• Task to complete
Match the word "font". Return each line of the data below where it appears.

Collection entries
========================================
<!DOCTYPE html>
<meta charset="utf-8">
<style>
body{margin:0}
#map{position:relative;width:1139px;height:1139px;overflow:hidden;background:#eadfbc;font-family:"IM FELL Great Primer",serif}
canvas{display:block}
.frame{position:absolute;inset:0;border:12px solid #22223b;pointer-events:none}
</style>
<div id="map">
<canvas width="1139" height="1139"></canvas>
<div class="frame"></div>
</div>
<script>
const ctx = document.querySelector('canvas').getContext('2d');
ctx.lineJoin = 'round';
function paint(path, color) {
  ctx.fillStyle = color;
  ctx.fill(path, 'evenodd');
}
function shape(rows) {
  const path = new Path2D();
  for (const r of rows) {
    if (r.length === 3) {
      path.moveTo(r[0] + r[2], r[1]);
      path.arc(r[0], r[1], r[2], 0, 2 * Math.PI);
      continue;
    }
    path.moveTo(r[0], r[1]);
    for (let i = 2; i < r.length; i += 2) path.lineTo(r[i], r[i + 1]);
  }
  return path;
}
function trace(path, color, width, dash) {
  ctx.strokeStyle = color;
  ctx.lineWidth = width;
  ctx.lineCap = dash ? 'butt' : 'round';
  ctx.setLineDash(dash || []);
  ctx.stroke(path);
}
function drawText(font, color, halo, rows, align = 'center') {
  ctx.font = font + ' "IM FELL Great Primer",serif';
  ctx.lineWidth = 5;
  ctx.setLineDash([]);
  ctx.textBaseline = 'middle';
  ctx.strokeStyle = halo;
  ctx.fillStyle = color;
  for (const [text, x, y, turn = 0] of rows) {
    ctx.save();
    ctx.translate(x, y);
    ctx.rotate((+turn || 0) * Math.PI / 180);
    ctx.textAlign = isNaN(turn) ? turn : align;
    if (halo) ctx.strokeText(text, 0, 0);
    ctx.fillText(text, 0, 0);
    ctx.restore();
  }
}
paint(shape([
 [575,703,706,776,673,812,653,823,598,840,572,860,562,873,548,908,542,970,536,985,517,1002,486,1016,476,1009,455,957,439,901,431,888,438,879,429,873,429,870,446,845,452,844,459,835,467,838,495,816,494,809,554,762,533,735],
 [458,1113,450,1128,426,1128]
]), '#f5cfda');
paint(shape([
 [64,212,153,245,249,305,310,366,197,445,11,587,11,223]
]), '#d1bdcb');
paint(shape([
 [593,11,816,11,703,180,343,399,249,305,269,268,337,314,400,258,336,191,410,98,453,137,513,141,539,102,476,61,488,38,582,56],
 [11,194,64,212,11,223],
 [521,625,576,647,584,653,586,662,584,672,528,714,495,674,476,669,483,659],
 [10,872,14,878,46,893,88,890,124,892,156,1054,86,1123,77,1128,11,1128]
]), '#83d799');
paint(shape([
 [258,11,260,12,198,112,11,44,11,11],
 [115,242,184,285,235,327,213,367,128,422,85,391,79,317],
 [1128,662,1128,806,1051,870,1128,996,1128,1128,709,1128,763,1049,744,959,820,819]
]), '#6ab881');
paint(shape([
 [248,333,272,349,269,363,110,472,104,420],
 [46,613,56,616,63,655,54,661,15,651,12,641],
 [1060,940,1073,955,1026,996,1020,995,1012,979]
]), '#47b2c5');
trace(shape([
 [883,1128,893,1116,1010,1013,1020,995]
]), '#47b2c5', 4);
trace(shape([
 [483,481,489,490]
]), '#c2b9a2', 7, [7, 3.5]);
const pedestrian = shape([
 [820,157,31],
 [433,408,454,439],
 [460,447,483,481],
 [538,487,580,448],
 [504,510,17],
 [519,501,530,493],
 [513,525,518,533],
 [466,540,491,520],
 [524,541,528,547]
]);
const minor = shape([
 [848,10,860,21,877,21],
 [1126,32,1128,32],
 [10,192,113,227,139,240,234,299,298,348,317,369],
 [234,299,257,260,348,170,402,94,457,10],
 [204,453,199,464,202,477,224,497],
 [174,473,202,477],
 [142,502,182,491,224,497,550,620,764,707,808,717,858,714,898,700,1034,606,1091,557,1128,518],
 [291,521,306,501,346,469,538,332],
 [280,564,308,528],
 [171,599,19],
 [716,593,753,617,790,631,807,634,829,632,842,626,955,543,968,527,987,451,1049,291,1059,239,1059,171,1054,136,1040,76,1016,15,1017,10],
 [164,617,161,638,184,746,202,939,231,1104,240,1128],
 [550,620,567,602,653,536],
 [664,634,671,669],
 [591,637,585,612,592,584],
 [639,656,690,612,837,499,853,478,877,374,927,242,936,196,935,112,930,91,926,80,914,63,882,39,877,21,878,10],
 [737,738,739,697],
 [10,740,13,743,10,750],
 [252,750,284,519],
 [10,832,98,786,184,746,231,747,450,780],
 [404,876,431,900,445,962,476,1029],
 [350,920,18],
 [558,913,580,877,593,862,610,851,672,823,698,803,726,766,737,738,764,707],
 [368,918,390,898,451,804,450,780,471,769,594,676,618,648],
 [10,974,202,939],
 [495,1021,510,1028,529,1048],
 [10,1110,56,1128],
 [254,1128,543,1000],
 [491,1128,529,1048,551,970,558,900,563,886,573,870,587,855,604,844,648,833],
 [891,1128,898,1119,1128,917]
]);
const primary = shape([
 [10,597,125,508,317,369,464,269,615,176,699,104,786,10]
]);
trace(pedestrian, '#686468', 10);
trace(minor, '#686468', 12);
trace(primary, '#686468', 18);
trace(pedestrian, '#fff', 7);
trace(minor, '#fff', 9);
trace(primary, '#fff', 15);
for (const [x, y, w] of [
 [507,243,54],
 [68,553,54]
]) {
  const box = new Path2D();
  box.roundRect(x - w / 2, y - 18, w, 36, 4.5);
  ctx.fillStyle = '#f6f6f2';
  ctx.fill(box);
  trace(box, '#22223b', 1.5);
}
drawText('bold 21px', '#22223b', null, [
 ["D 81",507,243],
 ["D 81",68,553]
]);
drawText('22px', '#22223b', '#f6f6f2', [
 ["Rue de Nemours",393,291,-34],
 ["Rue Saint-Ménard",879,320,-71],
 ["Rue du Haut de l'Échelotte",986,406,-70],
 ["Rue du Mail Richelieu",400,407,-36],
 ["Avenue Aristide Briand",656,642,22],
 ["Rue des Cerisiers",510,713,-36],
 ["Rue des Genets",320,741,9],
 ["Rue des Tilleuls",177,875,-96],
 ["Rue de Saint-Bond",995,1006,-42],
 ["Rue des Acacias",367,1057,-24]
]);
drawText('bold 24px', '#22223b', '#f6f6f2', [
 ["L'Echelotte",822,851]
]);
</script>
========================================
• Solution
#map{position:relative;width:1139px;height:1139px;overflow:hidden;background:#eadfbc;font-family:"IM FELL Great Primer",serif}
function drawText(font, color, halo, rows, align = 'center') {
  ctx.font = font + ' "IM FELL Great Primer",serif';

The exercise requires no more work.